What an amazing head Jackson has. It's been through so much. As you see from the pictures, the doctors did such a great job on his head. (jury is still out on the helmet doctor)
We've been so worried about his health lately that I didn't notice that something was wrong with his head. I thought everything was over and done with. Jeremy and I had been noticing more and more lumps on his head. But we just thought we were noticing things that had been there all along, but were just now noticing. Until last week. His head is swelling on top, fore head, and his left temple. The top of his head is red now and with all of his long hair it was hard to see. Which was the point of his long hair to start with. The hard part is that his doctor is in Houston and when you call you have to leave messages. He has a GI appointment that I've been waiting for 6 week to go to. The kids have school and Jeremy has work. Of course we can work around all of that. It just means asking friends for help.

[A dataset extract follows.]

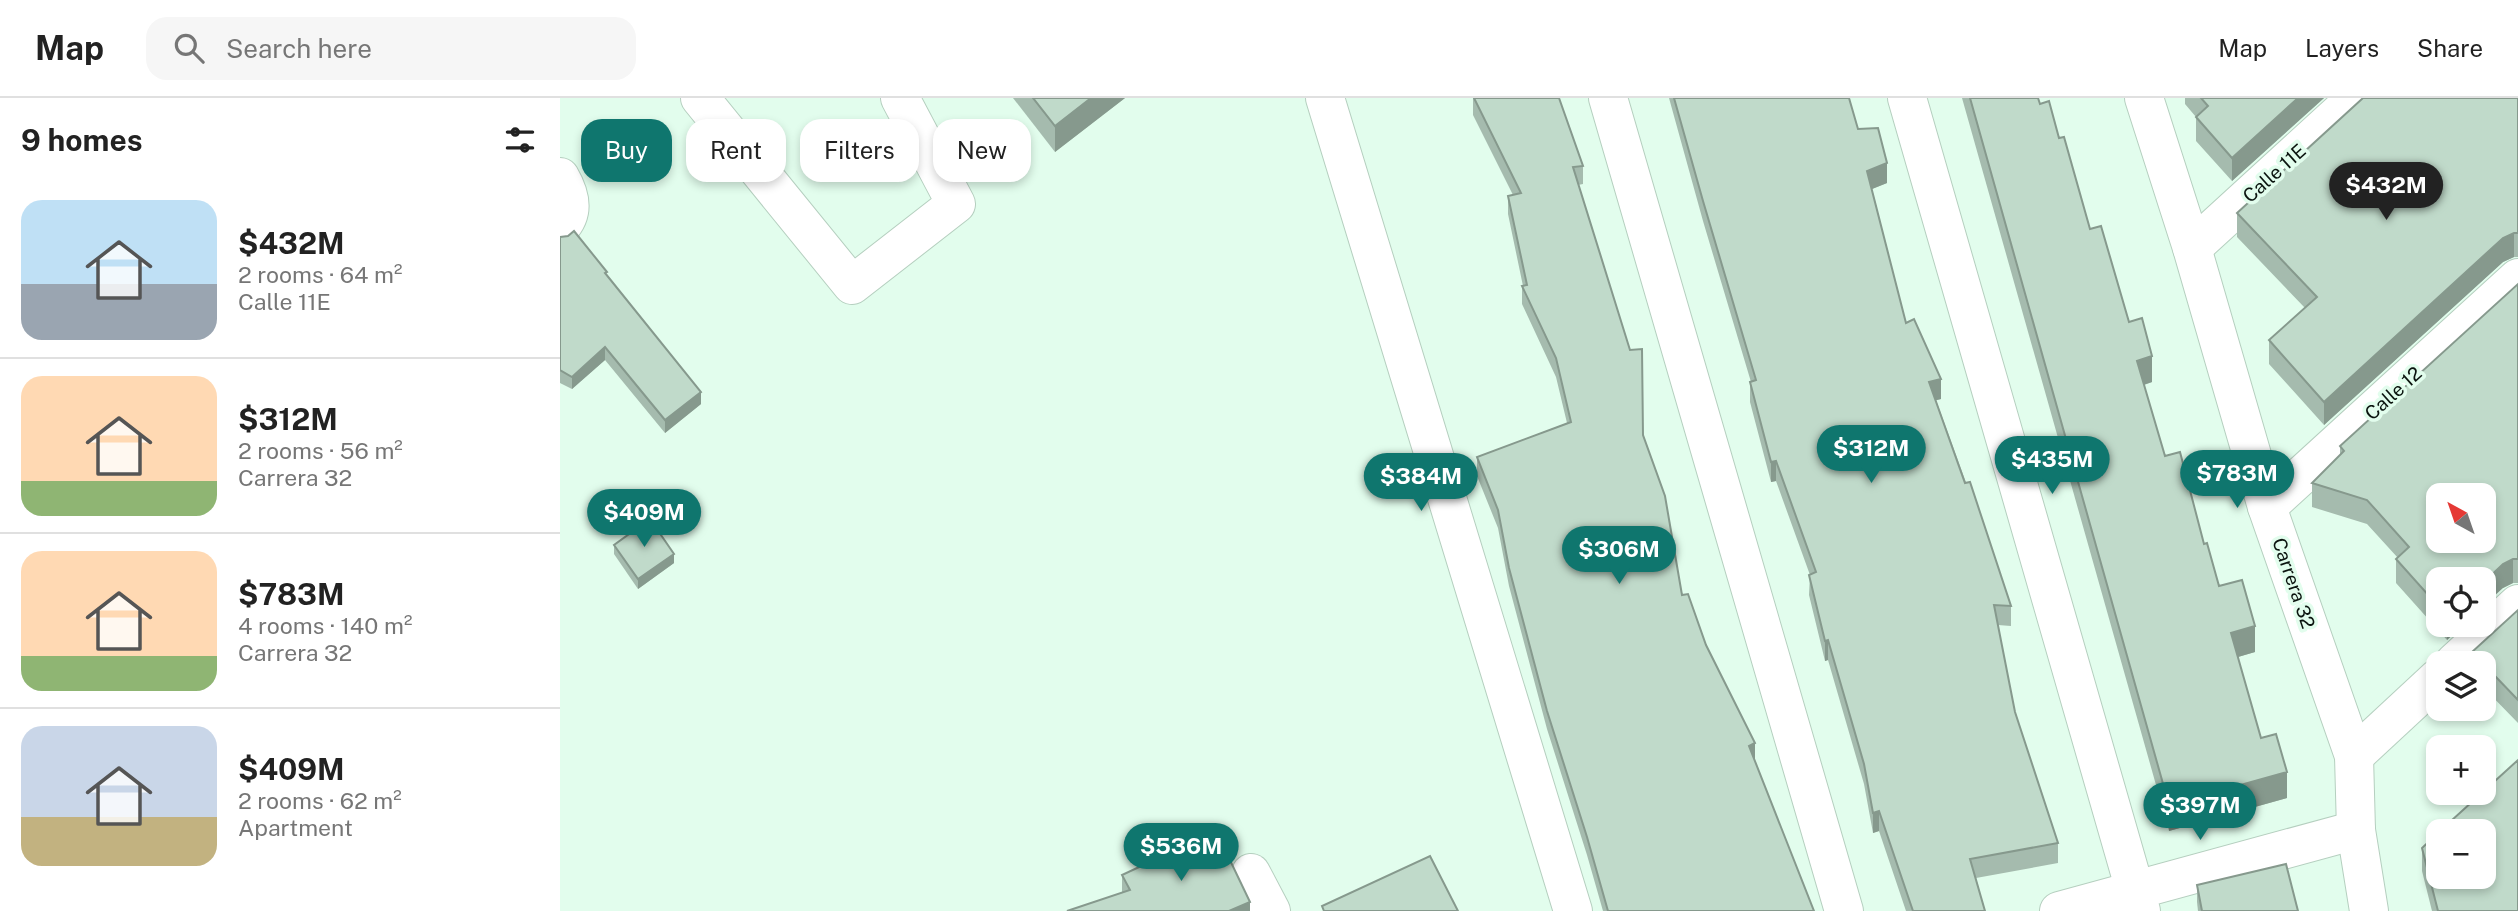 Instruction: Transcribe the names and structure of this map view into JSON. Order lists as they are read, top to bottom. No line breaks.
{"streets":{"street":["Calle 11E","Calle 12","Carrera 32"]},"crossings":[["Calle 11E","Carrera 32"],["Calle 12","Carrera 32"]],"north":"top left","page":{"header":"Map","search":"Search here","nav":["Map","Layers","Share"],"heading":"9 homes","chip":["Buy","Rent","Filters","New"],"price":["$432M","$312M","$435M","$783M","$384M","$409M","$306M","$397M","$536M"],"list":[{"name":"$432M","note":"2 rooms · 64 m² · Calle 11E"},{"name":"$312M","note":"2 rooms · 56 m² · Carrera 32"},{"name":"$783M","note":"4 rooms · 140 m² · Carrera 32"},{"name":"$409M","note":"2 rooms · 62 m² · Apartment"}],"map_buttons":["+","−"]}} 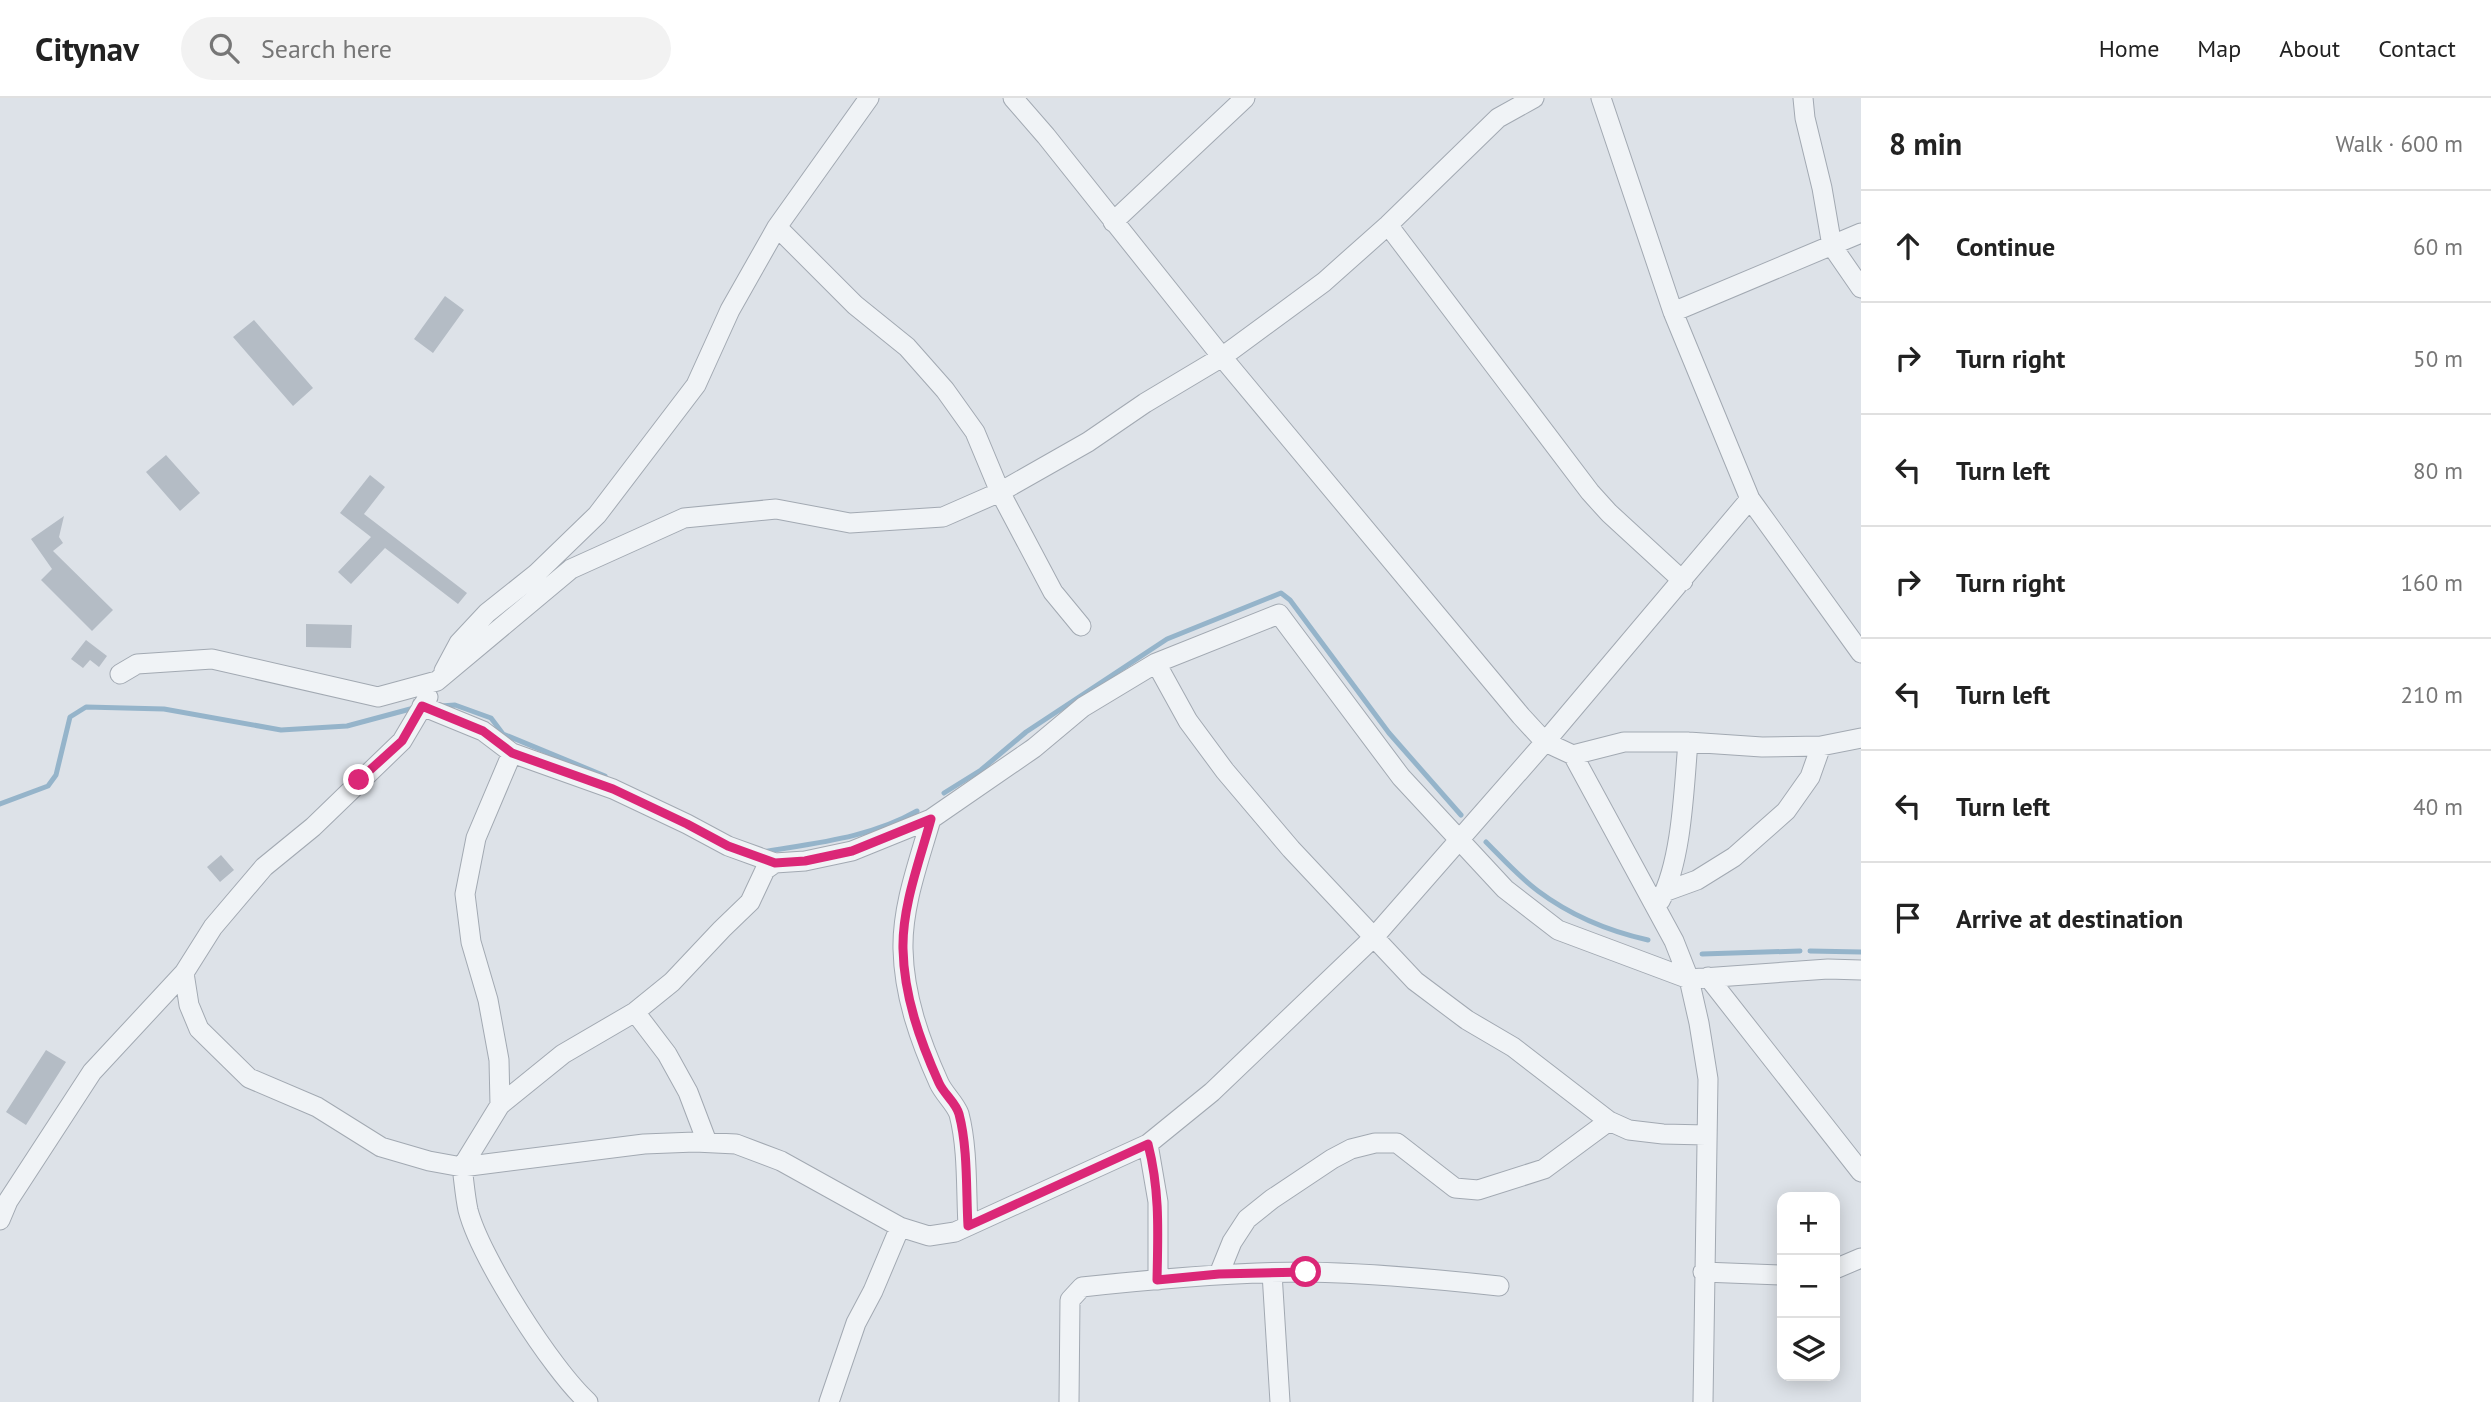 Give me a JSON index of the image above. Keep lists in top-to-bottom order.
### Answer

I'm so worried, I hope the Doctor calls us back tomorrow and can get us in Wednesday. (Jackson has had a low grade fever for 3 or 4 weeks, but he's cutting two teeth, so who knows what to think with his diarhea, fever, swelling, and crankiness)
I hope everyone knows that my worries and heartaches are not the for lack of gratitude for what the Lord has given me or lack of faith that the Lord is all knowing and loves me and all of you.
Our lesson on Sunday was on Gratitude. I pose a question for all that read this blog. Is there a difference in having gratitude in our trials and gratitude for our trials? and is it required of us to have both? I will be waiting for all your posts. I will have to admit, I have a very hard time understanding gratitude for trials. My answer to my own question will have to wait till I've done more studying and pondering.